Best Practices for Data Security in Cloud-Native Infrastructure | Datadog

Best practices for data security in cloud-native infrastructure

Author Mallory Mooney

Published: February 6, 2023

Editor’s note: This is Part 4 of a five-part cloud security series that covers protecting an organization’s network perimeter, endpoints, application code, sensitive data, and service and user accounts from threats.

So far in this series, we’ve looked at the importance of securing an organization’s network, application components, and the endpoints that support them. In this post, we’ll look at the following best practices for protecting the different types of data that flow through these components:

But first, we’ll look at how modern applications process and manage data, as well as common weaknesses and security threats to these systems. Understanding these areas sets the foundation for implementing effective security measures against data breaches and exposure.

A primer on application data

Cloud-native applications are made up of three layers of infrastructure, which we’ll refer to as the data plane, control plane, and management plane in this post. Once elements of traditional computer networking, these layers have evolved to become integral parts of cloud architectures. As seen in the following diagram, each layer has a specific function in a cloud application’s operation:

The three layers of infrastructure for data security

The data plane processes and manages all application traffic and data, which can exist in one of the following states:

  • At rest: not accessed or used by an application service or resource
  • In transit: transported from one destination to another
  • In use: read, updated, or deleted by an application service

Application components—such as databases, storage buckets, pods, compute instances, and serverless functions—operate within the data plane and are responsible for interacting with one or more data states at any given time. For example, databases and storage buckets store application data, so they handle data at rest. An application’s serverless functions, on the other hand, may be responsible for handling data in transit, which can include workflows like processing a user’s credit card information in order to finalize a transaction.

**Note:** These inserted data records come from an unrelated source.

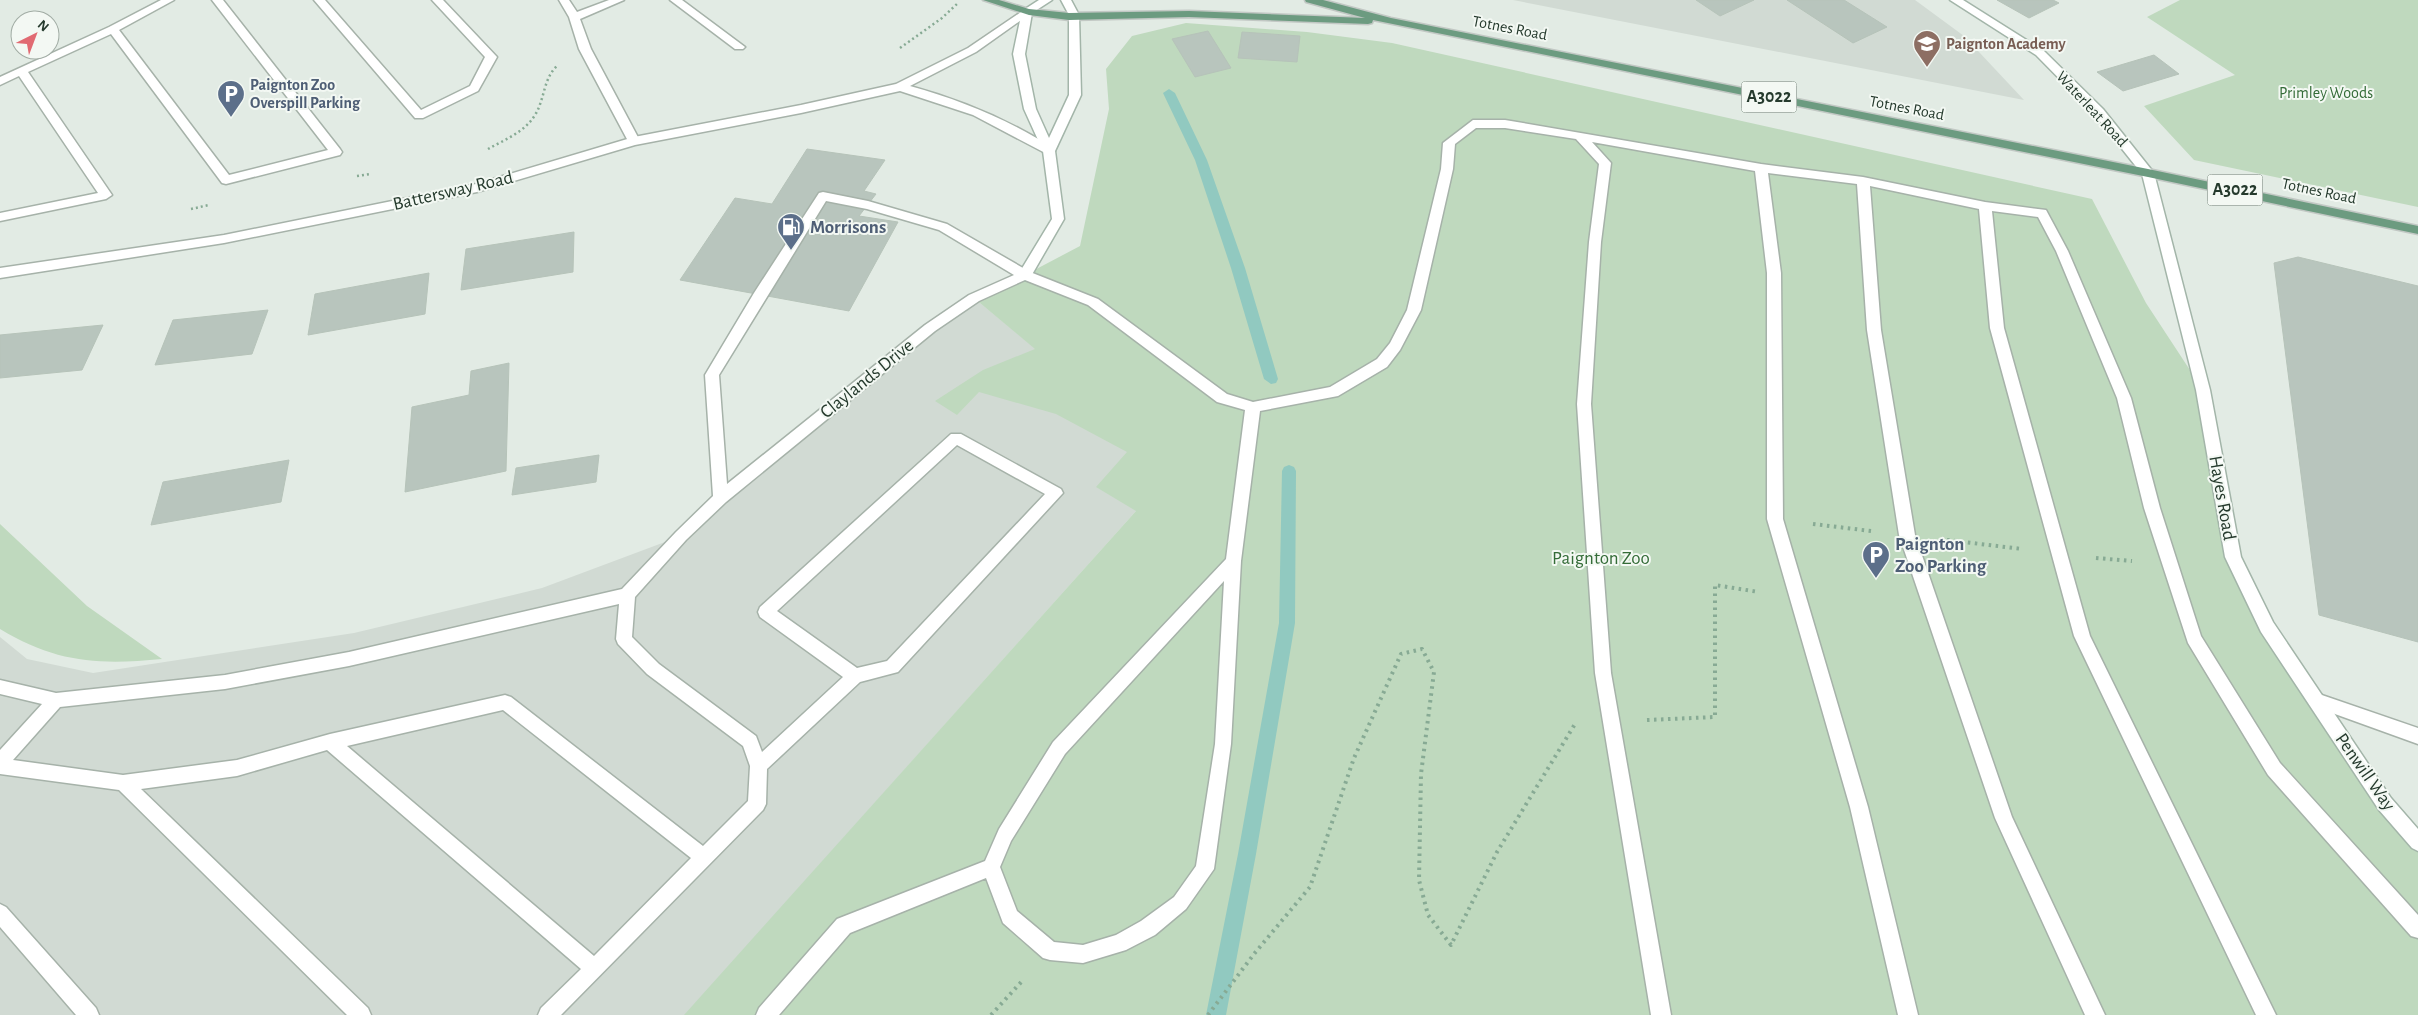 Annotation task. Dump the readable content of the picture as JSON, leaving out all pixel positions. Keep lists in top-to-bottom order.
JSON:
{
  "streets": {
    "main road": ["Totnes Road", "A3022"],
    "street": [
      "Waterleat Road",
      "Battersway Road",
      "Claylands Drive",
      "Hayes Road",
      "Penwill Way"
    ]
  },
  "crossings": [
    ["Totnes Road", "Waterleat Road"],
    ["Totnes Road", "Battersway Road"],
    ["Totnes Road", "Hayes Road"],
    ["Waterleat Road", "Hayes Road"],
    ["Hayes Road", "Penwill Way"]
  ],
  "parks": ["Primley Woods", "Paignton Zoo"],
  "places": {
    "school or university": ["Paignton Academy"],
    "parking": ["Paignton Zoo Overspill Parking", "Paignton Zoo Parking"],
    "fuel station": ["Morrisons"]
  },
  "north": "top right"
}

The control plane enforces rules for the data plane, monitors and responds to data plane events, and manages infrastructure operations like scaling and scheduling resources. Components like Kubernetes controllers and workload schedulers operate in this plane and perform tasks like applying a new role-based access control (RBAC) to a group of compute instances. Finally, management planes abstract away resource-level configurations by providing organizations with high-level control over data access, in addition to monitoring data activity. For cloud applications, management planes can be interfaces—such as AWS Management consoles, APIs, or command line interfaces (CLIs)—that enable organizations to create credentials, permissions, and monitoring workflows for their cloud resources globally.

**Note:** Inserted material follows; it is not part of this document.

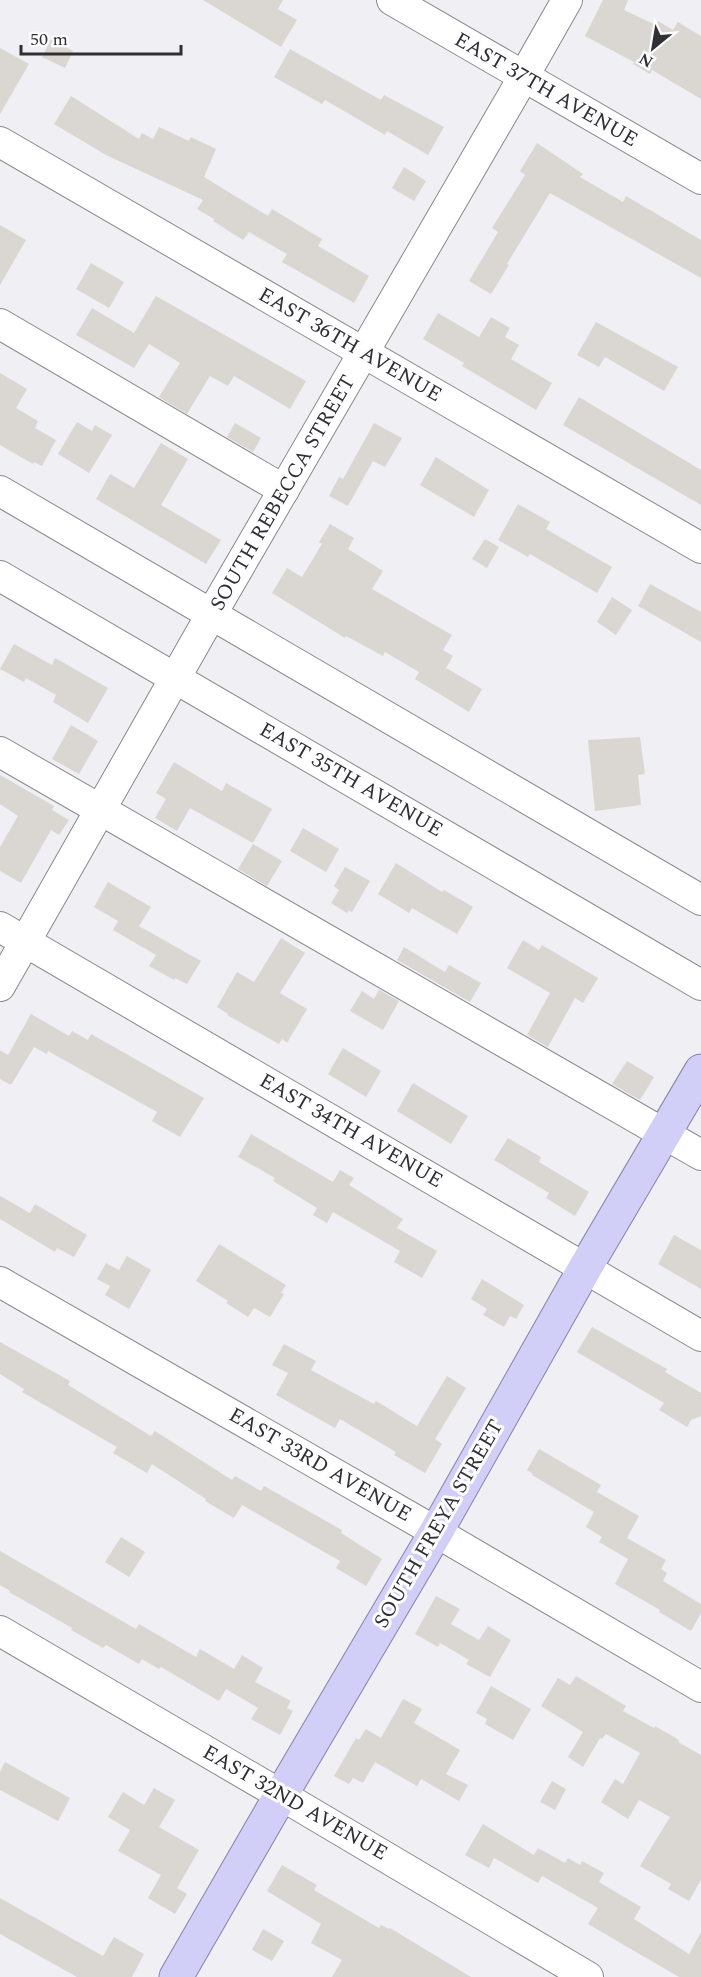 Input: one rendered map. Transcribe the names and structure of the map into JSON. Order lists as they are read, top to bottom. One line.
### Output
{"streets":{"main road":["SOUTH FREYA STREET"],"street":["EAST 37TH AVENUE","EAST 36TH AVENUE","SOUTH REBECCA STREET","EAST 35TH AVENUE","EAST 34TH AVENUE","EAST 33RD AVENUE","EAST 32ND AVENUE"]},"crossings":[["EAST 37TH AVENUE","SOUTH REBECCA STREET"],["EAST 36TH AVENUE","SOUTH REBECCA STREET"],["SOUTH REBECCA STREET","EAST 35TH AVENUE"],["SOUTH REBECCA STREET","EAST 34TH AVENUE"],["EAST 34TH AVENUE","SOUTH FREYA STREET"],["EAST 33RD AVENUE","SOUTH FREYA STREET"],["SOUTH FREYA STREET","EAST 32ND AVENUE"]],"scale_bar":"50 m","north":"bottom left"}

The importance of data security for cloud-native applications

A cloud application’s multi-layered architecture is complex by design, so organizations may not always have complete visibility into how each of their application’s resources process, store, and control data. As a result, they may overlook vulnerabilities that could lead to data breaches or exposure. For example, malicious actors can steal sensitive data from a storage bucket if it’s publicly accessible. Additionally, application services may inadvertently include sensitive data within their activity logs, which is a common misconfiguration that malicious actors can take advantage of. Vulnerabilities like these are primary examples of how human error can lead to data breaches.

Mitigating these kinds of threats involves implementing measures across a cloud application’s data, control, and management planes, though the ownership of these activities varies. As part of the shared responsibility model, which determines who is responsible for managing certain abstraction levels of cloud infrastructure, cloud providers protect the control plane from security threats and ensure that it functions as expected. Organizations, on the other hand, manage the data plane by ensuring that the resources that directly interact with and manipulate application data are configured appropriately. In some cases, organizations also need to create data access controls and the appropriate monitoring solutions within the management plane.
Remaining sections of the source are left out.